**DIRECTIONS:** In the data that follows, find each line containing "overflow" and copy it.

**Source records:**

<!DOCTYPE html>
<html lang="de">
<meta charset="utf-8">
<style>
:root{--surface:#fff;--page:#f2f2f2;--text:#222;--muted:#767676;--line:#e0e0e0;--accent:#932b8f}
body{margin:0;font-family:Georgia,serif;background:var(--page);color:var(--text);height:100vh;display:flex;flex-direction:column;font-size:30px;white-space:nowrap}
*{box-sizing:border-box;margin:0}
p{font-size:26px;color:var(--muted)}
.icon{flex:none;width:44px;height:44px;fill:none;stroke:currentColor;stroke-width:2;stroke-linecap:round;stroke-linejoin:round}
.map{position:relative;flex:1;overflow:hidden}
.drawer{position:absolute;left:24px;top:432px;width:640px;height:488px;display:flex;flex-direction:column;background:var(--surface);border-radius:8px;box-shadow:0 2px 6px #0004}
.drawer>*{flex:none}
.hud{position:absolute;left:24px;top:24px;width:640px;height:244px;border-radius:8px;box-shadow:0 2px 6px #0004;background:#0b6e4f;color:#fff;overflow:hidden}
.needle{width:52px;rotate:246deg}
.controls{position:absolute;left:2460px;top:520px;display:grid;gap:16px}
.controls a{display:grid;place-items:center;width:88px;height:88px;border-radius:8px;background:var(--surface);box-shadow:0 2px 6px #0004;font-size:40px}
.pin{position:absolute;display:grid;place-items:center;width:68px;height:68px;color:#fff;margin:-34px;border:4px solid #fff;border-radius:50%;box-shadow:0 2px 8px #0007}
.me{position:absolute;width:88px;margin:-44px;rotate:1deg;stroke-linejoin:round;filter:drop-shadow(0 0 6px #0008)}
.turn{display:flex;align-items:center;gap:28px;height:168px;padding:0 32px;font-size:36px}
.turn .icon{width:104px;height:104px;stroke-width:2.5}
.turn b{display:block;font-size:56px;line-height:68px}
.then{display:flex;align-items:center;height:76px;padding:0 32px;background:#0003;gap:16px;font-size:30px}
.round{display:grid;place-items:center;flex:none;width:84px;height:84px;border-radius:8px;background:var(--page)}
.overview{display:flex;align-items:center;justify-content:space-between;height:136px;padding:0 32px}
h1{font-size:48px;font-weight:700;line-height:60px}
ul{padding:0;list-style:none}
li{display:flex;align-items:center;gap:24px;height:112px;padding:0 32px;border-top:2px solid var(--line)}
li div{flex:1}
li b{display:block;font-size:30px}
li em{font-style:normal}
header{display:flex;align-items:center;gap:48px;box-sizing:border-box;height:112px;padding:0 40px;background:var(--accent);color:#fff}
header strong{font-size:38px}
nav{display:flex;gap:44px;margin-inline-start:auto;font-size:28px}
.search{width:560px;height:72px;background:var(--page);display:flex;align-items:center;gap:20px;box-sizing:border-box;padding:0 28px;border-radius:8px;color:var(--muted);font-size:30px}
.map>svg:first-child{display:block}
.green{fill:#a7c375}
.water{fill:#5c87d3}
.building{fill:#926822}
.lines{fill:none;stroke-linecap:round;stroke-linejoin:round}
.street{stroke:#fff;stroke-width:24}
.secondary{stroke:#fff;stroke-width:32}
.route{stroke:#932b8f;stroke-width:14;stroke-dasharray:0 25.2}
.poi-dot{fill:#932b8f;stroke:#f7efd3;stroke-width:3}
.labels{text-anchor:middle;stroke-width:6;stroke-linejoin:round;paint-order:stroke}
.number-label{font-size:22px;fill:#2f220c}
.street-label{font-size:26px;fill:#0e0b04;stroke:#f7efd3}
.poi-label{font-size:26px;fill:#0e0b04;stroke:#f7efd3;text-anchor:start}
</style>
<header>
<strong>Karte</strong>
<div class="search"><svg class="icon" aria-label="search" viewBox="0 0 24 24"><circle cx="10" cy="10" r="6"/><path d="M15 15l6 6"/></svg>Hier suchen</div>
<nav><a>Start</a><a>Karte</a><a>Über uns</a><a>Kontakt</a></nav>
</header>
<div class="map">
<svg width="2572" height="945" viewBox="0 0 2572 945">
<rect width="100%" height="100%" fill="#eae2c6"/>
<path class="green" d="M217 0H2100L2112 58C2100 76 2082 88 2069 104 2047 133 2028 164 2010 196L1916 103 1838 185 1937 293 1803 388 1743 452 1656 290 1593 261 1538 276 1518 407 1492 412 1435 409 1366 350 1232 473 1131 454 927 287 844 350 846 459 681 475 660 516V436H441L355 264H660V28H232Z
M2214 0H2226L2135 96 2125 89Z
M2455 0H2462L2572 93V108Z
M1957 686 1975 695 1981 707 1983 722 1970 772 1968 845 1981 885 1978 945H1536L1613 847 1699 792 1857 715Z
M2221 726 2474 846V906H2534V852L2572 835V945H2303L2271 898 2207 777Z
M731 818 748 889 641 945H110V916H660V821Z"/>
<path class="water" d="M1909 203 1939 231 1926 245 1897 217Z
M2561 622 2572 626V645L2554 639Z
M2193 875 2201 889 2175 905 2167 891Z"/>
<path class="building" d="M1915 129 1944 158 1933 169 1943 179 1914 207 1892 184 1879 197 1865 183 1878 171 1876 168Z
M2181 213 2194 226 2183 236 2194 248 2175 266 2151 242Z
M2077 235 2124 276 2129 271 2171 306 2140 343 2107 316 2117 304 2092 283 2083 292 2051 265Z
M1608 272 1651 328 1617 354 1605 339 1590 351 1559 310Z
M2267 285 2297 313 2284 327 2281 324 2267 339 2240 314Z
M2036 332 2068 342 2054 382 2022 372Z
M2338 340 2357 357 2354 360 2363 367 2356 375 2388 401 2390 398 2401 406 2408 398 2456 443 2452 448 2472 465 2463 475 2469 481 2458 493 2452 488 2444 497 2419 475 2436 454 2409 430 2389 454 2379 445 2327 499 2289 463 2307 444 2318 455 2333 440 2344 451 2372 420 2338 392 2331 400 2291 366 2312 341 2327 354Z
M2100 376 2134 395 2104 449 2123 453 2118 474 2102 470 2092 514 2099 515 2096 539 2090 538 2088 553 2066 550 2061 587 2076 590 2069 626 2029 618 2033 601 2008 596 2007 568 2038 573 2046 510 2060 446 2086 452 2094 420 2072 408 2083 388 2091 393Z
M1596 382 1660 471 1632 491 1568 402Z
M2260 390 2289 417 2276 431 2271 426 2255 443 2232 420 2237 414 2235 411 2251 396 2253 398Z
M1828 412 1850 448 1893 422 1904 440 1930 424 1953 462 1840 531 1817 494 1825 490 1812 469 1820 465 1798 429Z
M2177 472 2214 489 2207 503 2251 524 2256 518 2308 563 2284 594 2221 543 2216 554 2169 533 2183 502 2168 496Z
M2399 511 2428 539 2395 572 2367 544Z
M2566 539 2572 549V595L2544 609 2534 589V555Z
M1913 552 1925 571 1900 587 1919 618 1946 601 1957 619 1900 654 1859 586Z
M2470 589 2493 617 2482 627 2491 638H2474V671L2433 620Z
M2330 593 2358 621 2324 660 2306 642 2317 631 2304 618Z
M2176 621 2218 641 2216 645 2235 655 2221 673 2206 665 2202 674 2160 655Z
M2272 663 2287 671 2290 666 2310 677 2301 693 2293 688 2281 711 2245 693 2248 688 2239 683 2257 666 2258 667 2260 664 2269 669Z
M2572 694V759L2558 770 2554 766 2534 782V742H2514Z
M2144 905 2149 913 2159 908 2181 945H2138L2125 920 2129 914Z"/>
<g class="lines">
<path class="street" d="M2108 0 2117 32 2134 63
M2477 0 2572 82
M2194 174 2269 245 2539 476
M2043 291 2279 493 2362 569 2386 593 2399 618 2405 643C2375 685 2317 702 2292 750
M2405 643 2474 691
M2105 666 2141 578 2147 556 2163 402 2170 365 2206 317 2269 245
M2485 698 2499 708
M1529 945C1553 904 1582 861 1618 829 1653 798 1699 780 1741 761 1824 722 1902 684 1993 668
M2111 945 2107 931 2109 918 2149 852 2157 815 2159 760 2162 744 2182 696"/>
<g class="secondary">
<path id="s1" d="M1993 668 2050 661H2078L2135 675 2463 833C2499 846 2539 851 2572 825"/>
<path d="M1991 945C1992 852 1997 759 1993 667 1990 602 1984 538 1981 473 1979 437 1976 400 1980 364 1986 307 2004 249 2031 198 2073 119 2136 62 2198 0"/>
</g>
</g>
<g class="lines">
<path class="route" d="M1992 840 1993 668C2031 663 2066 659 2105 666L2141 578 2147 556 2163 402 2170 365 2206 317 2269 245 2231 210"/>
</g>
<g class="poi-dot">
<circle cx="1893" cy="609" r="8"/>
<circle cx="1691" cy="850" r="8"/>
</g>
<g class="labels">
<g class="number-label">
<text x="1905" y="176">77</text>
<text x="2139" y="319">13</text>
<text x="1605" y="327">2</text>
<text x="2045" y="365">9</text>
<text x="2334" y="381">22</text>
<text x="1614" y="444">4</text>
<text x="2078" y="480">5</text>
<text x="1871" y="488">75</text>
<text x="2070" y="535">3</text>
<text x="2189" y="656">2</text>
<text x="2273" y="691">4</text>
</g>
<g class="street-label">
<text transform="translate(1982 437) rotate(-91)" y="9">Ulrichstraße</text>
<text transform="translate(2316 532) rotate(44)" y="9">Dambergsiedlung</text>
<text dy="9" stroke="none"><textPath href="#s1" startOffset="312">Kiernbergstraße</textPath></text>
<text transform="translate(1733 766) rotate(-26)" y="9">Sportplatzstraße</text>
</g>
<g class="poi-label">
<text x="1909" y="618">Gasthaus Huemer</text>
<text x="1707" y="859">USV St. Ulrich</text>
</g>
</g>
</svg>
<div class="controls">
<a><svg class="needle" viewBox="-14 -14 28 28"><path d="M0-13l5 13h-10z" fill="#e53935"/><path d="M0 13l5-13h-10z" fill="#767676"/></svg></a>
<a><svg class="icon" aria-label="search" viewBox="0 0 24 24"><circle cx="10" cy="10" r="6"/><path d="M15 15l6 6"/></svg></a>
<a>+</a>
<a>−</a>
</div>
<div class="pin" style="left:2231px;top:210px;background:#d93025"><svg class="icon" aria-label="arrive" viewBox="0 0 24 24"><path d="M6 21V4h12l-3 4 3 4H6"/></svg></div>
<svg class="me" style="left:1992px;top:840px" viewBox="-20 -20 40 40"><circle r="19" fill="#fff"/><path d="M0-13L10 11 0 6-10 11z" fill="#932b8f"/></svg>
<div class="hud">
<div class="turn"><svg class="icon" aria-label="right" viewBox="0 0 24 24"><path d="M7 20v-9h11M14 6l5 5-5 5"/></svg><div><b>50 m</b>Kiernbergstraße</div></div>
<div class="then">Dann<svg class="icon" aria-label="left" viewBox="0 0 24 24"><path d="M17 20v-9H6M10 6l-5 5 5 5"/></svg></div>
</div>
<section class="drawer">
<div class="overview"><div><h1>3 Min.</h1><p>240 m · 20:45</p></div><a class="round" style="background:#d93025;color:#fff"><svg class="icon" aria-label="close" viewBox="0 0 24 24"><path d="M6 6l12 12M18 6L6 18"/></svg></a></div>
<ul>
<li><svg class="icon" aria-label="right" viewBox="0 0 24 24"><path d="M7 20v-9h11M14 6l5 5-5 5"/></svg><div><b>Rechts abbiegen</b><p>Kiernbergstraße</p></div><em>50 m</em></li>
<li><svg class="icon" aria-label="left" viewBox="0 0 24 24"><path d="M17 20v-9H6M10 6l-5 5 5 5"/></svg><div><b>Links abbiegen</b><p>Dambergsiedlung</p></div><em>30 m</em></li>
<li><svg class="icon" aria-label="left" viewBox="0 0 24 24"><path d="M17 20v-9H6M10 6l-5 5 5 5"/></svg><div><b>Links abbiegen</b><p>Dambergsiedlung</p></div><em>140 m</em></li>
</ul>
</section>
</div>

**THE ANSWER:**
.map{position:relative;flex:1;overflow:hidden}
.hud{position:absolute;left:24px;top:24px;width:640px;height:244px;border-radius:8px;box-shadow:0 2px 6px #0004;background:#0b6e4f;color:#fff;overflow:hidden}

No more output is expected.